TV Dinners

I went on a quest to find some healthy food for lunch today. Healthy. Think not-Chinese-resturant, not slathered in grease, not tossed in salt, and not a bloody bagel. Being where I am (middle of bloody nowhere that is called Etobicoke), that is a very difficult thing to do. Here are the choices for food:

Lucky Restaurant - Westernized Chinese food. Greasy.
The Great Canadian Bagel - Dirty.
Tim Hortons - $6.99 for a sandwich? You kidding me?
Wendy’s - I don’t eat fast food.
Candiana Restaurant - If it wasn’t frequented by a bunch of scary looking people, I might go in there someday.

I decided to instead hit the frozen grocery store.
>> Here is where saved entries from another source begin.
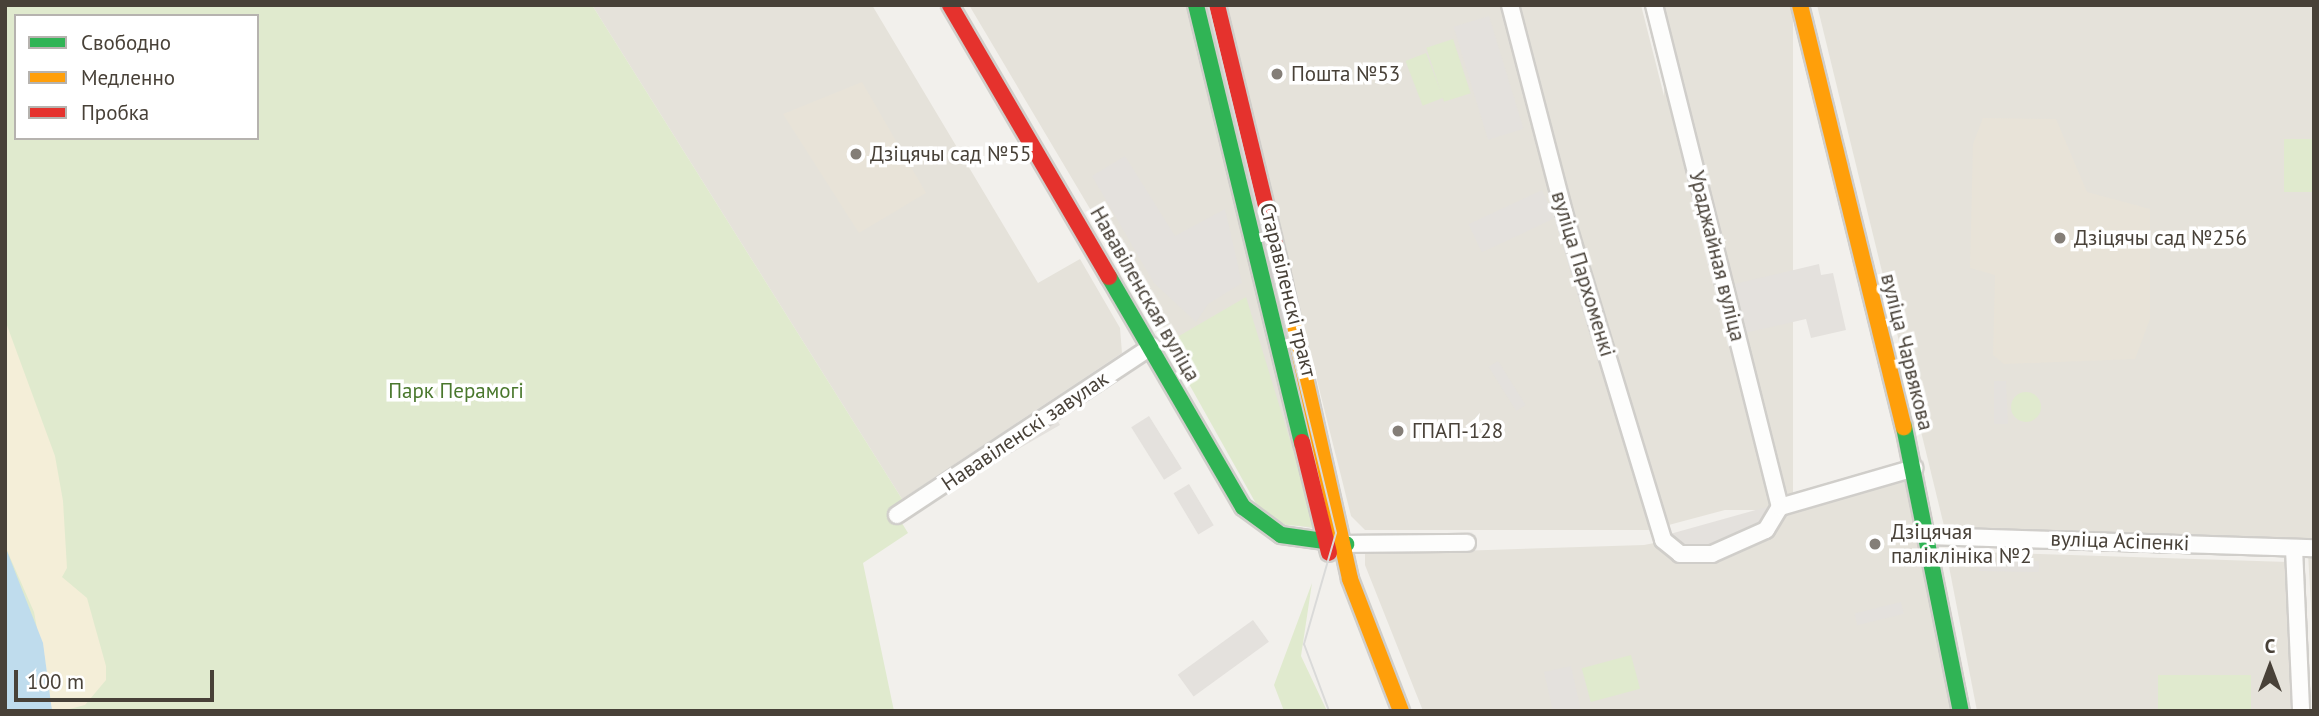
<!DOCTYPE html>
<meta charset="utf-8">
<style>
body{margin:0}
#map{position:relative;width:2319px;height:716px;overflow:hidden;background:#f2f0ec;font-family:"PT Sans",sans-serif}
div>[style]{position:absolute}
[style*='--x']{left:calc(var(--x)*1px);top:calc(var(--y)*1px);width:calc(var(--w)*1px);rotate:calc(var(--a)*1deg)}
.residential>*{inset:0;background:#e5e2da;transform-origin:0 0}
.education>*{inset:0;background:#e8e3d8}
.green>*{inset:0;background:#e0eace;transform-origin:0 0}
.round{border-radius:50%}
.sand>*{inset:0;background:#f4eed8}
.parking>*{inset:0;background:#e4e1dd;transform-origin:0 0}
.water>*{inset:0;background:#bfdced}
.roads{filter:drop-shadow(2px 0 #d0ceca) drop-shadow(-2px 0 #d0ceca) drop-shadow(0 2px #d0ceca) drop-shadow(0 -2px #d0ceca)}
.street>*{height:16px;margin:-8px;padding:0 8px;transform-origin:8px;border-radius:8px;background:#fdfdfc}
.fast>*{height:16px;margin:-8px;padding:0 8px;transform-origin:8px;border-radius:8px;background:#30b455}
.slow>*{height:16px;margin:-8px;padding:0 8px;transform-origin:8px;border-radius:8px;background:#ff9f0a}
.jam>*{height:16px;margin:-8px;padding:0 8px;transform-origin:8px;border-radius:8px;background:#e5322d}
.tram>*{height:2px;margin:-1px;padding:0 1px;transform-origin:1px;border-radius:1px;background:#dadad9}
.dots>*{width:19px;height:19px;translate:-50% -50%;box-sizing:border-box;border:4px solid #fff;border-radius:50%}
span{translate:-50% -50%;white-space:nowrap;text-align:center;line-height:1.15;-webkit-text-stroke:7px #fff;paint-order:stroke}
.poi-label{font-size:21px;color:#484138}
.left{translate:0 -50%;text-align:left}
.street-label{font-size:21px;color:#484138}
.park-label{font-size:21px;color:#4a782d}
.frame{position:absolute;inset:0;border:7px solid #484138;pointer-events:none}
.legend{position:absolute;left:14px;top:14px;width:245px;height:126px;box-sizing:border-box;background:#fff;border:2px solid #b6b3af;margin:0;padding:9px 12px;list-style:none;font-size:21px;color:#484138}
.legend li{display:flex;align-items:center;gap:14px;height:35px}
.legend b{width:35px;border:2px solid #b6b3af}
.north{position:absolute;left:2235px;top:632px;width:70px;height:70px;-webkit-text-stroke:5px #fff;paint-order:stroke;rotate:0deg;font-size:19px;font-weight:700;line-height:28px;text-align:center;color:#484138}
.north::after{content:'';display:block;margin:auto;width:24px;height:32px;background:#484138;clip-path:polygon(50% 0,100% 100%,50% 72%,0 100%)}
.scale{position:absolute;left:14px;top:670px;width:200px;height:32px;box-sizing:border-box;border:4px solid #484138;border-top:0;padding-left:9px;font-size:21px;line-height:24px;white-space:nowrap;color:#484138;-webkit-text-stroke:5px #fff;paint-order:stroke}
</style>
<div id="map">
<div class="residential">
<div style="clip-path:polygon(592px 5px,872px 5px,1038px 283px,1080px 259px,1120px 328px,1122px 353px,902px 499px)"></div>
<div style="clip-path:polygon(969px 5px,1194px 5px,1317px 529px,1273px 521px,1169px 344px,1170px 331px,1159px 325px)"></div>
<div style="clip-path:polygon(1223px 5px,1504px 5px,1656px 530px,1365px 530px,1351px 516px)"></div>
<div style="clip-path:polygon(1520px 5px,1641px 5px,1766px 499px,1665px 526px,1571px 212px)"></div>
<div style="left:1664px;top:5px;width:129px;height:505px"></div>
<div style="clip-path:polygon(1817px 5px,2314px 5px,2314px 541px,1945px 530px)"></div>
<div style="clip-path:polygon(1910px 475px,1953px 711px,1423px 711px,1365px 565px,1365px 554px,1644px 545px,1732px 528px)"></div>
<div style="clip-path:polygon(1946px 551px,2289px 562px,2293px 711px,1977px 711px)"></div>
<div style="clip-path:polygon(2308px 553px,2314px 554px,2314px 658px)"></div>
</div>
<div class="education">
<div style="clip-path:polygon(862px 82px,926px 193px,859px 233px,783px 114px)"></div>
<div style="clip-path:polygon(1983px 118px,2056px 119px,2087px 192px,2150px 209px,2150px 319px,2135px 359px,2004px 364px,1993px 355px,1995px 275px,1970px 268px,1973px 144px)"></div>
</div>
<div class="green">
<div style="clip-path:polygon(evenodd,5px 5px,592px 5px,902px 499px,897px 515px,908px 533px,863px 563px,894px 711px,5px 711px,5px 5px,16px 16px,257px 16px,257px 138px,16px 138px,16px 16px)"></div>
<div style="left:1453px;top:39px;width:57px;height:28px;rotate:72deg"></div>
<div style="left:1426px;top:53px;width:48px;height:22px;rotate:69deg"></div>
<div style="left:2284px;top:139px;width:30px;height:53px"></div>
<div style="clip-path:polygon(1246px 297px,1311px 509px,1312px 527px,1286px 525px,1259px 509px,1170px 350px,1179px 336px)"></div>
<div class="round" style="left:2011px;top:392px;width:30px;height:30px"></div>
<div style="clip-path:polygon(1312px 583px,1301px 656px,1327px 711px,1284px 711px,1274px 685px)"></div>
<div style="left:1631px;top:655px;width:35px;height:51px;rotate:75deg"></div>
<div style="left:2158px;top:675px;width:93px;height:35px"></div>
</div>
<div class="sand">
<div style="clip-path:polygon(5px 320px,55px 456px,63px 501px,67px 568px,62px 577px,87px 598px,106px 666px,106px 680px,85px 705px,62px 711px,52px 711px,34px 612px,5px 546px)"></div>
</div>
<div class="parking">
<div style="left:1489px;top:16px;width:118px;height:37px;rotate:73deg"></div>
<div style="clip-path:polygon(1125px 156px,1175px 236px,1225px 209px,1242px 283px,1208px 304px,1196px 322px,1154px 283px,1092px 176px)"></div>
<div style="left:1542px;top:190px;width:31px;height:81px;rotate:65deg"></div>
<div style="clip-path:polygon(1819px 264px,1821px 275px,1833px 273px,1846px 330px,1811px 338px,1806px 319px,1745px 333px,1734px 284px)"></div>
<div style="left:1498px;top:361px;width:52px;height:11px;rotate:58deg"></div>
<div style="clip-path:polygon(1994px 381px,2006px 381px,2008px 424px,1994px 424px)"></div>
<div style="left:1149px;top:416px;width:62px;height:21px;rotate:58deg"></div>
<div style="left:1056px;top:418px;width:8px;height:85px;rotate:60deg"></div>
<div style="left:1189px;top:484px;width:48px;height:18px;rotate:59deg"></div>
<div style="clip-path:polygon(1770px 506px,1771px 520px,1735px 538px,1685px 549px,1675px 547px,1670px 534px)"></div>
<div style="left:1979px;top:560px;width:60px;height:11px;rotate:1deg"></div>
<div style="left:1901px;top:602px;width:12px;height:48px;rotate:76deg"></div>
<div style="left:1253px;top:620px;width:27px;height:93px;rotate:54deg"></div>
<div style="clip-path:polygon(1571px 666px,1581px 711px,1553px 711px,1544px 672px)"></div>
</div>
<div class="water">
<div style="clip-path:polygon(5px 546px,43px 643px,52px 711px,5px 711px)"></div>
</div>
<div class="roads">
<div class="street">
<div style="--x:1510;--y:5;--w:222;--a:75.4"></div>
<div style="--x:1566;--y:220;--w:334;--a:73.1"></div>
<div style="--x:1663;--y:540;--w:22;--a:39"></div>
<div style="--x:1680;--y:554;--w:32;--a:0"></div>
<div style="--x:1712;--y:554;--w:59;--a:-24"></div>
<div style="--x:1766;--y:530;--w:27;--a:-59"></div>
<div style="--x:1654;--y:5;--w:518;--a:75.91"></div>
<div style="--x:1780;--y:507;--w:140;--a:-16.2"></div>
<div style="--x:897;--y:515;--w:306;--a:-33.5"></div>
<div style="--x:1927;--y:536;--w:387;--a:1.8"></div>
<div style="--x:1346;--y:544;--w:121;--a:-0.5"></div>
<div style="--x:2294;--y:548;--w:163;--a:87.5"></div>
</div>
<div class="fast">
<div style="--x:1196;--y:5;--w:450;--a:76.4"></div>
<div style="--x:1109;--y:277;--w:266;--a:59.8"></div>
<div style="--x:1243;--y:507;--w:47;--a:36.4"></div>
<div style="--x:1281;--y:535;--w:66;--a:7.9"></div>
<div style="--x:1904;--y:427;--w:290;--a:78.7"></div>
</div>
<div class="slow">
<div style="--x:1800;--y:5;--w:435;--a:76.2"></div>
<div style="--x:1281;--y:270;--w:317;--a:77.4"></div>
<div style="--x:1350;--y:579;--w:142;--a:68.9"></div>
</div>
<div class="jam">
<div style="--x:950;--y:5;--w:315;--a:59.7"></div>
<div style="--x:1217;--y:5;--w:273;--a:76.4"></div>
<div style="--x:1302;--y:442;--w:114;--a:76.3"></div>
</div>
</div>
<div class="tram">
<div style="--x:1208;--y:5;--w:543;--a:76.37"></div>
<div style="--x:1336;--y:533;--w:116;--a:106.1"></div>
<div style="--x:1304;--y:644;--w:72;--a:69.5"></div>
</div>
<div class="dots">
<div style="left:1277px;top:74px;background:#847e77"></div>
<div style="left:856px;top:154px;background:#847e77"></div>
<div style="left:2060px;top:238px;background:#847e77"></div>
<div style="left:1398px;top:431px;background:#847e77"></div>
<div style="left:1875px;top:544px;background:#847e77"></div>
</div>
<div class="poi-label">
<span class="left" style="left:1291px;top:74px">Пошта №53</span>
<span class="left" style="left:870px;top:154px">Дзіцячы сад №55</span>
<span class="left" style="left:2074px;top:238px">Дзіцячы сад №256</span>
<span class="left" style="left:1412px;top:431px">ГПАП-128</span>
<span class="left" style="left:1891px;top:544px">Дзіцячая<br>паліклініка №2</span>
</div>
<div class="street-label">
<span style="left:1717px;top:256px;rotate:76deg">Ураджайная вуліца</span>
<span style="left:1583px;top:274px;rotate:73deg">вуліца Пархоменкі</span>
<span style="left:1288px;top:290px;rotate:76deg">Старавіленскі тракт</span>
<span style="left:1145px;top:294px;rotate:60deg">Нававіленская вуліца</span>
<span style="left:1907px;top:352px;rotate:76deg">вуліца Чарвякова</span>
<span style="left:1025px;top:431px;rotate:-34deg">Нававіленскі завулак</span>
<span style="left:2120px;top:541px;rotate:2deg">вуліца Асіпенкі</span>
</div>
<div class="park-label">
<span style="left:456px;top:391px">Парк Перамогі</span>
</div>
<div class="frame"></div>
<ul class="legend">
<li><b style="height:9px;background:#30b455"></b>Свободно</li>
<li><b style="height:9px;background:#ff9f0a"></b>Медленно</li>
<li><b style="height:9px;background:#e5322d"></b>Пробка</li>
</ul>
<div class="north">С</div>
<div class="scale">100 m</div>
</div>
M&M’s. I figured they might actually have something that won’t 1) shoot my cholesterol level right up 2) give me a sugar high 3) take up the rest of my daily sodium intake. The problem, however, is that a grocery store to a cook is akin to a candy store to a child. I ended up buying a box of steaks, a box of chicken breasts, a box of oktoberfest sausages, 4 scottish meatpies, and 4 boxes of tandoori chicken entrees.

The entress, however, were very yummy. So yummy they made me sad. Sheesh, if a machine can cook this well, and make my lunch in 5 minutes for $2.99, what’s the point of spending 2 hours whipping up a nice tandoori sauce? I couldn’t even tell that it was pre-frozen. It had no hint of "pre-frozen" whatsoever. Usually after a frozen entree, I think, I can probably do better than this in 5 minutes or less, but this time around I wanted another one.

This calls for a good tandoori recipe. I WILL make tandoori better than a machine, dammit.